Highest Common Factor of 951, 9703, 2751 using Euclid's algorithm

Created By : Jatin Gogia

Reviewed By : Rajasekhar Valipishetty

Last Updated : Apr 06, 2023


HCF Calculator using the Euclid Division Algorithm helps you to find the Highest common factor (HCF) easily for 951, 9703, 2751 i.e. 1 the largest integer that leaves a remainder zero for all numbers.

HCF of 951, 9703, 2751 is 1 the largest number which exactly divides all the numbers i.e. where the remainder is zero. Let us get into the working of this example.

Consider we have numbers 951, 9703, 2751 and we need to find the HCF of these numbers. To do so, we need to choose the largest integer first and then as per Euclid's Division Lemma a = bq + r where 0 ≤ r ≤ b

Highest common factor (HCF) of 951, 9703, 2751 is 1.

HCF(951, 9703, 2751) = 1

HCF of 951, 9703, 2751 using Euclid's algorithm

Highest common factor or Highest common divisor (hcd) can be calculated by Euclid's algotithm.

HCF of:

Highest common factor (HCF) of 951, 9703, 2751 is 1.

Highest Common Factor of 951,9703,2751 using Euclid's algorithm

Highest Common Factor of 951,9703,2751 is 1

Step 1: Since 9703 > 951, we apply the division lemma to 9703 and 951, to get

9703 = 951 x 10 + 193

Step 2: Since the reminder 951 ≠ 0, we apply division lemma to 193 and 951, to get

951 = 193 x 4 + 179

Step 3: We consider the new divisor 193 and the new remainder 179, and apply the division lemma to get

193 = 179 x 1 + 14

We consider the new divisor 179 and the new remainder 14,and apply the division lemma to get

179 = 14 x 12 + 11

We consider the new divisor 14 and the new remainder 11,and apply the division lemma to get

14 = 11 x 1 + 3

We consider the new divisor 11 and the new remainder 3,and apply the division lemma to get

11 = 3 x 3 + 2

We consider the new divisor 3 and the new remainder 2,and apply the division lemma to get

3 = 2 x 1 + 1

We consider the new divisor 2 and the new remainder 1,and apply the division lemma to get

2 = 1 x 2 + 0

The remainder has now become zero, so our procedure stops. Since the divisor at this stage is 1, the HCF of 951 and 9703 is 1

Notice that 1 = HCF(2,1) = HCF(3,2) = HCF(11,3) = HCF(14,11) = HCF(179,14) = HCF(193,179) = HCF(951,193) = HCF(9703,951) .

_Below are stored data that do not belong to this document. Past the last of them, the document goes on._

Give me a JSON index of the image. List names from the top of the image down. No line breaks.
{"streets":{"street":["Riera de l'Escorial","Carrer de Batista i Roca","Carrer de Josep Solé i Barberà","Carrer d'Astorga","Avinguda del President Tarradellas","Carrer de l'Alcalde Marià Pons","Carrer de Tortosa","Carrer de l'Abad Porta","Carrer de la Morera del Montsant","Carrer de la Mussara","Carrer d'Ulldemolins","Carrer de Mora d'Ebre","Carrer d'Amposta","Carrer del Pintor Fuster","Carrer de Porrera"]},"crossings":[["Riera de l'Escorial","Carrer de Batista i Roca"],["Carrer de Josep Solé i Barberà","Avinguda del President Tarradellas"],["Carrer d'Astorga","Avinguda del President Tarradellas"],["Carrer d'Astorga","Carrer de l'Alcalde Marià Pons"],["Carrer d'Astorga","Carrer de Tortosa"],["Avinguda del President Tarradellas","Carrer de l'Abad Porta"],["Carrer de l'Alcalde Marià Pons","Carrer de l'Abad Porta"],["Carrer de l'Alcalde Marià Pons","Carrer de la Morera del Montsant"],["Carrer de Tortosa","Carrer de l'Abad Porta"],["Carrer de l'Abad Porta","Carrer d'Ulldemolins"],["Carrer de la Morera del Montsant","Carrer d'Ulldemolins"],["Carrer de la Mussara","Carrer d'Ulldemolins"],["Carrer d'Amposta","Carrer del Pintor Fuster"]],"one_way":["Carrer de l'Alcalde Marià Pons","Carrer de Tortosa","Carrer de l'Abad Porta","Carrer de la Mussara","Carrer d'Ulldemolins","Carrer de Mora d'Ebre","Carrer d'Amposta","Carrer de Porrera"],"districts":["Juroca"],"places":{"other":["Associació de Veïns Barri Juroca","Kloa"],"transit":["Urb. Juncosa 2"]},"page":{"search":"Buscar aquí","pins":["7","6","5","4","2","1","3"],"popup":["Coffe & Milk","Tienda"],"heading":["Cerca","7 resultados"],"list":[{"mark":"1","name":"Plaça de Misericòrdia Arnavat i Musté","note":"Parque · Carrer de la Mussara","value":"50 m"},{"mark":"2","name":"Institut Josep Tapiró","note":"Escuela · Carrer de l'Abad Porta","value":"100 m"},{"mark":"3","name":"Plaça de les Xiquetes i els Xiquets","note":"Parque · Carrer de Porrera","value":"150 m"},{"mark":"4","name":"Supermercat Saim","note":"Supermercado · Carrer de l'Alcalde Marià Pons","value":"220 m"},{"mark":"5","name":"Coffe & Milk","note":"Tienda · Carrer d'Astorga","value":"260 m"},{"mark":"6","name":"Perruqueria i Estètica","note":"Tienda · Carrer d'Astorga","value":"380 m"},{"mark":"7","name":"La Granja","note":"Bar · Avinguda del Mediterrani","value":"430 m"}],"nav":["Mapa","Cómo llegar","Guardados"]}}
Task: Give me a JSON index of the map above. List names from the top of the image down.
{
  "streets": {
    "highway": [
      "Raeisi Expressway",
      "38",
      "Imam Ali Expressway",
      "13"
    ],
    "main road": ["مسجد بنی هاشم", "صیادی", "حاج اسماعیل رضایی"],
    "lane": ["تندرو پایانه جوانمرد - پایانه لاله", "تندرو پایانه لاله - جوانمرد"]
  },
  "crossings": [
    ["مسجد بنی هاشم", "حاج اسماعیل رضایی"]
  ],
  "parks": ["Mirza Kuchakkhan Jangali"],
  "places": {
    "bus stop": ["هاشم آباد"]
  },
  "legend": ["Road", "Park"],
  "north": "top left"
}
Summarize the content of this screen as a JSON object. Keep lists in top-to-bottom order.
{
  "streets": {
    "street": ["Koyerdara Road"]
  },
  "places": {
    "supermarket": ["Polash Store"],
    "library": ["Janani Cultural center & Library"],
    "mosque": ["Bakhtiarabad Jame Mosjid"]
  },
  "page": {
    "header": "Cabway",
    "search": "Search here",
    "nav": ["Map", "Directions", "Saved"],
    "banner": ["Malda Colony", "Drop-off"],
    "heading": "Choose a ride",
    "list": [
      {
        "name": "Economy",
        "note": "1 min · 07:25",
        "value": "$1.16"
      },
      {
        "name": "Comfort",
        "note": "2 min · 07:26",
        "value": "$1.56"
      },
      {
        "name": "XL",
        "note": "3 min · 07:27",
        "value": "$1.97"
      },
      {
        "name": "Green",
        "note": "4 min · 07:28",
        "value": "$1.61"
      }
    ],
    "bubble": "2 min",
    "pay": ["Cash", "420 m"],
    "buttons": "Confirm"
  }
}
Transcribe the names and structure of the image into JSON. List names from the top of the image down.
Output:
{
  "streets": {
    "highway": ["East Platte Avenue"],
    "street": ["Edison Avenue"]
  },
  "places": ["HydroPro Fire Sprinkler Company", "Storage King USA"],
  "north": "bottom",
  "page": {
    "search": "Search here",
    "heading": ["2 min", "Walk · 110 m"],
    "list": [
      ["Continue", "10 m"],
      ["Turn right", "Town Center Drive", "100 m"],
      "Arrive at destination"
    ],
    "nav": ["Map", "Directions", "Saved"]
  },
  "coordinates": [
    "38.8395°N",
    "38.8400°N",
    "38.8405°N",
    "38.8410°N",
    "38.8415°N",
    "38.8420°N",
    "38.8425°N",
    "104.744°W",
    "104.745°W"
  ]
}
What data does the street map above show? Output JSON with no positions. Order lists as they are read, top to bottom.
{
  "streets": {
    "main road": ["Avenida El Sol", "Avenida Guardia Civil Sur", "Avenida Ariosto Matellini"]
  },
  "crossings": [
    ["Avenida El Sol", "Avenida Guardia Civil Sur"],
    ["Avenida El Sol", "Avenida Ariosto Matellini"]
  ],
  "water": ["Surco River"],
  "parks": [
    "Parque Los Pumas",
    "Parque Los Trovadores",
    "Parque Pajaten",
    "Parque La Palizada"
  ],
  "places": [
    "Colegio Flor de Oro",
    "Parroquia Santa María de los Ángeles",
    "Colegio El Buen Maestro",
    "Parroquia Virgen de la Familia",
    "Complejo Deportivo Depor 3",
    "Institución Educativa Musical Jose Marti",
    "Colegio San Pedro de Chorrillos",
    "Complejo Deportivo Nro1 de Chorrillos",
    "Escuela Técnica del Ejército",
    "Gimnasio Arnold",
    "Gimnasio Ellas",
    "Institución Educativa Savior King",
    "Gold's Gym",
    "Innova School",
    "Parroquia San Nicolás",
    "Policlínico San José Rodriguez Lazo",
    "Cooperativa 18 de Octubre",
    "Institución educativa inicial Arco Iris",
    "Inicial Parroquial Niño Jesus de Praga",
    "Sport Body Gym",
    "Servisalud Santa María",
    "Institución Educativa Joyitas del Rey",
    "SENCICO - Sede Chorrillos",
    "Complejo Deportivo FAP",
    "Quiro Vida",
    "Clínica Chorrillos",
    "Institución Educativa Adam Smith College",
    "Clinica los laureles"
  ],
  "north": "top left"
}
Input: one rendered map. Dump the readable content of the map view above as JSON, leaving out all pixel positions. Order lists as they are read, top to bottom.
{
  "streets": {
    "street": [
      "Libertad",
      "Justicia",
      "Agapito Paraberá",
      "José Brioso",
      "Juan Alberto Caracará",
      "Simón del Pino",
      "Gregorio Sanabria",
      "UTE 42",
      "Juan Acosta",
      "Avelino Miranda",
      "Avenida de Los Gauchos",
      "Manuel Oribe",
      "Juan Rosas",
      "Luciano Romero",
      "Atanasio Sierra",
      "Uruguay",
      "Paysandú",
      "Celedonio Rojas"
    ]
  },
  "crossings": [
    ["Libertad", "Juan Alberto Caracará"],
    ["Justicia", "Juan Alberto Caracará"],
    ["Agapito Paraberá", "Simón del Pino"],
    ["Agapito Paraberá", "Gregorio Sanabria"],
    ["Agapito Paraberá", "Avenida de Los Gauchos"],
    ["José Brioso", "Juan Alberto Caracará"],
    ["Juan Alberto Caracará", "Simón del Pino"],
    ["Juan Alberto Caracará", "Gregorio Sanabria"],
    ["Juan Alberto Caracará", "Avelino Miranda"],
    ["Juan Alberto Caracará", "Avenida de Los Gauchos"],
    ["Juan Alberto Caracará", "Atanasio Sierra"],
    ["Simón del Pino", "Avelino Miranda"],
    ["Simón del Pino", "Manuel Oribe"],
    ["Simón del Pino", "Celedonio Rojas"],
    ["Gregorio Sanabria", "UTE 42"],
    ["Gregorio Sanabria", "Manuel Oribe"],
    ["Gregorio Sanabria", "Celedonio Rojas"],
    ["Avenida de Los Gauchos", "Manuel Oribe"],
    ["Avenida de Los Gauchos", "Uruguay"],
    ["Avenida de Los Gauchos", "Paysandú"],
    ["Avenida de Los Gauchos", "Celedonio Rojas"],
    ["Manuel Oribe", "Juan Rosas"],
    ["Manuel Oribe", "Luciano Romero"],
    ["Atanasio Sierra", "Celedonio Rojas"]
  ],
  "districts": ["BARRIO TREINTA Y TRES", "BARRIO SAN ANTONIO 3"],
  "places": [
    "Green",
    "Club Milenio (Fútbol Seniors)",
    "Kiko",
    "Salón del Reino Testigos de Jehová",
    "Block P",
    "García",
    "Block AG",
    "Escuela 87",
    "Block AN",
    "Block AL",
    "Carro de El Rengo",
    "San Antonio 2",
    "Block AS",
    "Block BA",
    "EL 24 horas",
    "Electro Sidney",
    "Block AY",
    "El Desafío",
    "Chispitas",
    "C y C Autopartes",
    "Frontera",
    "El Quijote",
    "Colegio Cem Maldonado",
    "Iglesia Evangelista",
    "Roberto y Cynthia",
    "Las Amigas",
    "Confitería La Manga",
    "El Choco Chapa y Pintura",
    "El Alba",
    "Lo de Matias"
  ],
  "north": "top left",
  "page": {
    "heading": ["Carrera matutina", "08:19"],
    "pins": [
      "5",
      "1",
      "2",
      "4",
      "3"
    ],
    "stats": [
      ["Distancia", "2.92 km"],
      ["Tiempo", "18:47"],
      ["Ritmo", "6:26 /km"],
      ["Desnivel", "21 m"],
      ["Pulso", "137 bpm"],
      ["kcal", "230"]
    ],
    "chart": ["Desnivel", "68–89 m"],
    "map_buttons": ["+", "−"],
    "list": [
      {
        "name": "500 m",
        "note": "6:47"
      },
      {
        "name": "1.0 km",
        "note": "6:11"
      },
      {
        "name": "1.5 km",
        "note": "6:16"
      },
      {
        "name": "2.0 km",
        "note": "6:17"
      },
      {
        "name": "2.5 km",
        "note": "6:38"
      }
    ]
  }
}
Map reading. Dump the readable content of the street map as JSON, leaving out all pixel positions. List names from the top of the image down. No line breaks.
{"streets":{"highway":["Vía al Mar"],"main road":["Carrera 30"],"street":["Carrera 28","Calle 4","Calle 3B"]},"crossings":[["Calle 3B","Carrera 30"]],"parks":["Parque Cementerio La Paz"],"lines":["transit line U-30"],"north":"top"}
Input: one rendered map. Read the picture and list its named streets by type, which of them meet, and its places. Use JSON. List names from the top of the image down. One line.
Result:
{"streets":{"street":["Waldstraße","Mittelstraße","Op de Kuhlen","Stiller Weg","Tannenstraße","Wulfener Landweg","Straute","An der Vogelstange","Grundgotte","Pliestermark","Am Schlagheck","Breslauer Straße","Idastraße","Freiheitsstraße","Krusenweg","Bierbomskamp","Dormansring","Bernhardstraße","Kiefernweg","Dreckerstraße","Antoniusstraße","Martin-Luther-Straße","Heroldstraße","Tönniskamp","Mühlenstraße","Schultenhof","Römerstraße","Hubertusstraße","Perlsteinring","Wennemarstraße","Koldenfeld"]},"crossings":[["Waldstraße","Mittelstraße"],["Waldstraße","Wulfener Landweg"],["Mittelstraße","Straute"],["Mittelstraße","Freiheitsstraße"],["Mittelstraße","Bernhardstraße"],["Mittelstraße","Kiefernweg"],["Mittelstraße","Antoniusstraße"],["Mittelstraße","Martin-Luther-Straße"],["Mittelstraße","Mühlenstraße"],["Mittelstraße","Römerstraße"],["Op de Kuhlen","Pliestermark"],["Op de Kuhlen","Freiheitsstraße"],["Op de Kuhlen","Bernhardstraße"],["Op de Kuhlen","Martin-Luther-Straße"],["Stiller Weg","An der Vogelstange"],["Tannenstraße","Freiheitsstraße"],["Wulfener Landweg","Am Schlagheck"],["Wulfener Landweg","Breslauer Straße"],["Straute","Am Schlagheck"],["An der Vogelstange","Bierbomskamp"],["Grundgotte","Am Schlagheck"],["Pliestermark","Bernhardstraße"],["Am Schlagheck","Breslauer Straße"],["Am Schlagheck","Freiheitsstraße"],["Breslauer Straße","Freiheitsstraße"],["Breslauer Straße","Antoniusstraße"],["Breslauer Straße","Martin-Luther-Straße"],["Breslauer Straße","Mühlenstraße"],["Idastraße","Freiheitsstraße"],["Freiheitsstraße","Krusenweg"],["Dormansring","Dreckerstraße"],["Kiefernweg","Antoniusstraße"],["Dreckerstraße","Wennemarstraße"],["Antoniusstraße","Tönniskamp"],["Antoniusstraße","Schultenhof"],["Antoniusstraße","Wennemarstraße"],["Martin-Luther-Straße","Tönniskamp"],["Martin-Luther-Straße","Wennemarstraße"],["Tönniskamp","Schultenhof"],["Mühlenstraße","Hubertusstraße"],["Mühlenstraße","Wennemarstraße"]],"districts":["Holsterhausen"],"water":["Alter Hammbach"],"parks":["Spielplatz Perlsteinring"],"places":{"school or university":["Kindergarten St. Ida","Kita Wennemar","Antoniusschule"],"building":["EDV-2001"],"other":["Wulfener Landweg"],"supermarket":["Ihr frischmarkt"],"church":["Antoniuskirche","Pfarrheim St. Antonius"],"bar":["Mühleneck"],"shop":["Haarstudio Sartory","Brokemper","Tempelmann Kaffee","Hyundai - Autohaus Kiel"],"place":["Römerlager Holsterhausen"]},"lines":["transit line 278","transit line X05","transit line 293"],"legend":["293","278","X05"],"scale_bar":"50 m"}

We can take hcf of as 1st numbers and next number as another number to apply in Euclidean lemma

Step 1: Since 2751 > 1, we apply the division lemma to 2751 and 1, to get

2751 = 1 x 2751 + 0

The remainder has now become zero, so our procedure stops. Since the divisor at this stage is 1, the HCF of 1 and 2751 is 1

Notice that 1 = HCF(2751,1) .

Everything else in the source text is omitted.